[Stored data]
_ _ _

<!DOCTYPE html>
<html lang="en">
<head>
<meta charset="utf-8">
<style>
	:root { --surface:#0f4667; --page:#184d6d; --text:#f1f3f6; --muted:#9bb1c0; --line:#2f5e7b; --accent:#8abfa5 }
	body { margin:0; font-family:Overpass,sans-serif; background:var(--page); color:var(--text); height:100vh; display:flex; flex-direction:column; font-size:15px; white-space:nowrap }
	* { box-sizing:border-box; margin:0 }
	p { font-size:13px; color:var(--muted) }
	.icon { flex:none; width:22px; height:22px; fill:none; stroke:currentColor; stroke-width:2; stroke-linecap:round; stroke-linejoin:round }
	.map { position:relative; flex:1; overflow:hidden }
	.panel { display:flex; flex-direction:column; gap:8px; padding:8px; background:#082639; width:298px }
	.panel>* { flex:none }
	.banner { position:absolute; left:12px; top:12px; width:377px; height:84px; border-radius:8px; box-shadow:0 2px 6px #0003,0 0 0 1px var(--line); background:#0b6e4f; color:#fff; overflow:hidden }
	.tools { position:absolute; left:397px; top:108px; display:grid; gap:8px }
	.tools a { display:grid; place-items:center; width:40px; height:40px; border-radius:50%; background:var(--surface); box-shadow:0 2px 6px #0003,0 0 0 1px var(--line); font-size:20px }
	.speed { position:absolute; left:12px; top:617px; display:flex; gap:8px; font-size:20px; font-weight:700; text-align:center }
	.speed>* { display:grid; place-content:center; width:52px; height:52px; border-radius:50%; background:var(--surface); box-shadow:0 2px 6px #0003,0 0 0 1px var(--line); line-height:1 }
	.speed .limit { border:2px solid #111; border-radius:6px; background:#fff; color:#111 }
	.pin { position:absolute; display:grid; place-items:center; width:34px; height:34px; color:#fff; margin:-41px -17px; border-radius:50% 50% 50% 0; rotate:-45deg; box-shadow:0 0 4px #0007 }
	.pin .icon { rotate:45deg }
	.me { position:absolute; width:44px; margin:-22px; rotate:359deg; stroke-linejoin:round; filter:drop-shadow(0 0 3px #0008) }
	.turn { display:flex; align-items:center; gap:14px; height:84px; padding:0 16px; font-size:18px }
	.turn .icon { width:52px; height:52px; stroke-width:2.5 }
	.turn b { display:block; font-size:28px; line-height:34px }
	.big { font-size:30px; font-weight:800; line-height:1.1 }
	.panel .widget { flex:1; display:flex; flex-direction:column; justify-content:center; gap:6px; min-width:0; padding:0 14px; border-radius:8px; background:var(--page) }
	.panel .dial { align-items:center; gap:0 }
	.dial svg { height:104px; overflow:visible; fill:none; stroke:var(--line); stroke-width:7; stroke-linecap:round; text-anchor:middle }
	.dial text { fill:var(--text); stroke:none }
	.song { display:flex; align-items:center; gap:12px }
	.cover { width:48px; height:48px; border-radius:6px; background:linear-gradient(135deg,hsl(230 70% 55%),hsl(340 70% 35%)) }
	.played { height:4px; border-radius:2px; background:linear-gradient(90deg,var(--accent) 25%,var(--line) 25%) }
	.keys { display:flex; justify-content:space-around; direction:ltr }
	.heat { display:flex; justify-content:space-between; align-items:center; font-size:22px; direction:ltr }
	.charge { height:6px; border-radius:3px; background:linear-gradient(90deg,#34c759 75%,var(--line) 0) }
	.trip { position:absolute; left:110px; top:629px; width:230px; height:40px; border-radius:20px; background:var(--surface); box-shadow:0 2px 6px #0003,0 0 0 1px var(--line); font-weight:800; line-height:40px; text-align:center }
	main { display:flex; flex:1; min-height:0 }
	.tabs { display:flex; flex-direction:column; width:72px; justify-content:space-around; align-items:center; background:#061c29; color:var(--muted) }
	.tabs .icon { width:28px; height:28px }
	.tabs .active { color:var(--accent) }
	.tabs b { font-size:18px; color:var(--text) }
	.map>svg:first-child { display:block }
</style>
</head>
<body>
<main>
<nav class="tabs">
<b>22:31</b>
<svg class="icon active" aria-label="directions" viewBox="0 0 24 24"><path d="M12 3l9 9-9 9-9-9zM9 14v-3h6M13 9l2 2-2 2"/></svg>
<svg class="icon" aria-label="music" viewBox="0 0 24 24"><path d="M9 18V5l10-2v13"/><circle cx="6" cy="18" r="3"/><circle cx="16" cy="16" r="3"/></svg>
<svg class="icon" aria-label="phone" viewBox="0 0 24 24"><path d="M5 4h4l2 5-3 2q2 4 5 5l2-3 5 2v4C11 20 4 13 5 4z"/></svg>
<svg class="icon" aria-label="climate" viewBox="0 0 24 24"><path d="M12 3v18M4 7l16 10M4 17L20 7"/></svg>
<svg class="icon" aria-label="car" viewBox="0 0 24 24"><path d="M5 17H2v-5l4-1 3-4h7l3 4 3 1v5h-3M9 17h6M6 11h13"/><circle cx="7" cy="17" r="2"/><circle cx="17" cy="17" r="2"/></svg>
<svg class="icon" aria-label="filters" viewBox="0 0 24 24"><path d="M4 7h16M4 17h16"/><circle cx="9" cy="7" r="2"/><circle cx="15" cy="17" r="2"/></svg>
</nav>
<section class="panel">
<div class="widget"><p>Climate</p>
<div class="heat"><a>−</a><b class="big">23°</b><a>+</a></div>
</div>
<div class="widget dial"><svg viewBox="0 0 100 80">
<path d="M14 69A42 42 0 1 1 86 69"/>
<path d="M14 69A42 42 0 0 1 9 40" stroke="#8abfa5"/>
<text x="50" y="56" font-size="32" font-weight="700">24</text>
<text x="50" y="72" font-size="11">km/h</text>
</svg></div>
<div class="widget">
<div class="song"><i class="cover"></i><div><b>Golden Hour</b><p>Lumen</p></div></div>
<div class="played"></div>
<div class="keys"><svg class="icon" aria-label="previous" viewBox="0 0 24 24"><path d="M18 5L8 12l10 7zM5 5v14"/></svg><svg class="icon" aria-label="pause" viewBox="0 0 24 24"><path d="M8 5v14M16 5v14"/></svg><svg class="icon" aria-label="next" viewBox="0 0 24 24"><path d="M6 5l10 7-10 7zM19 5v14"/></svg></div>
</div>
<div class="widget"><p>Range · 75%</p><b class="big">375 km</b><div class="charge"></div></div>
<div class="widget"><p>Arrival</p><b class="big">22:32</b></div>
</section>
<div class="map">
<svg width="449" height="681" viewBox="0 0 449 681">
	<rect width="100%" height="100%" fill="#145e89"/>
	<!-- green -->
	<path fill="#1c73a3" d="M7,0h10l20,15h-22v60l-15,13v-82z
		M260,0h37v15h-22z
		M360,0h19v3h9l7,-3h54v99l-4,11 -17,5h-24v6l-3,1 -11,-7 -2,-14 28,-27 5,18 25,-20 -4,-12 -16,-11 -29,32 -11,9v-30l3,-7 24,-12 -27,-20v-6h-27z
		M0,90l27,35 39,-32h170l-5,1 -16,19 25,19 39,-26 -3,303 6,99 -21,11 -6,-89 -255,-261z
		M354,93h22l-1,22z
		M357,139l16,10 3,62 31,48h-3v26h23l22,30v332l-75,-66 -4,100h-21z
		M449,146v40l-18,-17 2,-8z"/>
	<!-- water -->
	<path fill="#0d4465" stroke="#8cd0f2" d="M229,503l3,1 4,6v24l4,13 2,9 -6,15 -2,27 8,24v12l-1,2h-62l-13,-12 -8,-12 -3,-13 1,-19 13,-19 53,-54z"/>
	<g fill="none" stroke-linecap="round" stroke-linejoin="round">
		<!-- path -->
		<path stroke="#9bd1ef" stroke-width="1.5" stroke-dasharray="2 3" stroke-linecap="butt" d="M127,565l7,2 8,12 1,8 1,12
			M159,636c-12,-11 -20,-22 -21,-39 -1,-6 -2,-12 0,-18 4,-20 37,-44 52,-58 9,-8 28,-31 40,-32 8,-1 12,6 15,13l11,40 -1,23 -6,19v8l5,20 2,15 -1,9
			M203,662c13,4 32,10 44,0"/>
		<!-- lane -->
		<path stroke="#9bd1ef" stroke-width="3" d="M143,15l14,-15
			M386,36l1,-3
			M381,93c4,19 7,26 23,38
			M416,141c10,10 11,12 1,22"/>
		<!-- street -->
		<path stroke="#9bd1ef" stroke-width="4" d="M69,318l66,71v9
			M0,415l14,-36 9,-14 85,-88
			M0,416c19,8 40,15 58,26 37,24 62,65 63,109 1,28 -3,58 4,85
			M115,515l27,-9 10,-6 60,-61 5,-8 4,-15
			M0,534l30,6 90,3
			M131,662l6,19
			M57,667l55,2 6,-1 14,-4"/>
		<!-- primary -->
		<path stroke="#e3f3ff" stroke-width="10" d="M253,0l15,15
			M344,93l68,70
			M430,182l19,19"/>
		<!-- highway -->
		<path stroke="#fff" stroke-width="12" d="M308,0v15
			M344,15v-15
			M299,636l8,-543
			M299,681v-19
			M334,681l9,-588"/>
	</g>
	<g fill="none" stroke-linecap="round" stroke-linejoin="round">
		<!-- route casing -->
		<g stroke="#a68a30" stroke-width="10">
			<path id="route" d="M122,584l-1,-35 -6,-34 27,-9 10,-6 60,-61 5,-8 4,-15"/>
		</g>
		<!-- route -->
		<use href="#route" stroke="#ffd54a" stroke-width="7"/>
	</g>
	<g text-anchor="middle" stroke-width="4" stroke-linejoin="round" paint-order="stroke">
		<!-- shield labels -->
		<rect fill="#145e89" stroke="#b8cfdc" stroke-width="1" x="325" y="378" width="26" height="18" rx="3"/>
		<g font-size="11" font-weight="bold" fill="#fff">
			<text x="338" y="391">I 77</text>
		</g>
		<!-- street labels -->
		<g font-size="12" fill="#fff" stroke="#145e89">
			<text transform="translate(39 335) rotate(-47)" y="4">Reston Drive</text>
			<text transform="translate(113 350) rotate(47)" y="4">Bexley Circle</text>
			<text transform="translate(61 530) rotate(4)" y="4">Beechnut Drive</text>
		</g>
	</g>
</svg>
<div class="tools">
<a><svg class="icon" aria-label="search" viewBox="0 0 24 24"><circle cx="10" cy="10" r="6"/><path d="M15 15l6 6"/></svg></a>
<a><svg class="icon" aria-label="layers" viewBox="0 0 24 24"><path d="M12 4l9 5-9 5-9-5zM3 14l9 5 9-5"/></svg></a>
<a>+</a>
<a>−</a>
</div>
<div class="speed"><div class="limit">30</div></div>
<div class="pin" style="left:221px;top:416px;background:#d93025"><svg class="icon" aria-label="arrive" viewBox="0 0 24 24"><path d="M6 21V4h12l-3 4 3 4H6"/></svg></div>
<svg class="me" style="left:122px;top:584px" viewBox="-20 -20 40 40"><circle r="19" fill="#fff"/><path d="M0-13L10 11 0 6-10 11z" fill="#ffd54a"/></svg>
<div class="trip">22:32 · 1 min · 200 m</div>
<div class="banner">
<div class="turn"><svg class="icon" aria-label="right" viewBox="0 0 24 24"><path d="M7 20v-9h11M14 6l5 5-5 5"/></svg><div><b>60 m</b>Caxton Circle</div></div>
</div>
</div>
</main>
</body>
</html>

_ _ _

What you will do: Go through the records line by line and give the number of lines with the string "linecap" in them, stating nothing else.

Worked solution: 5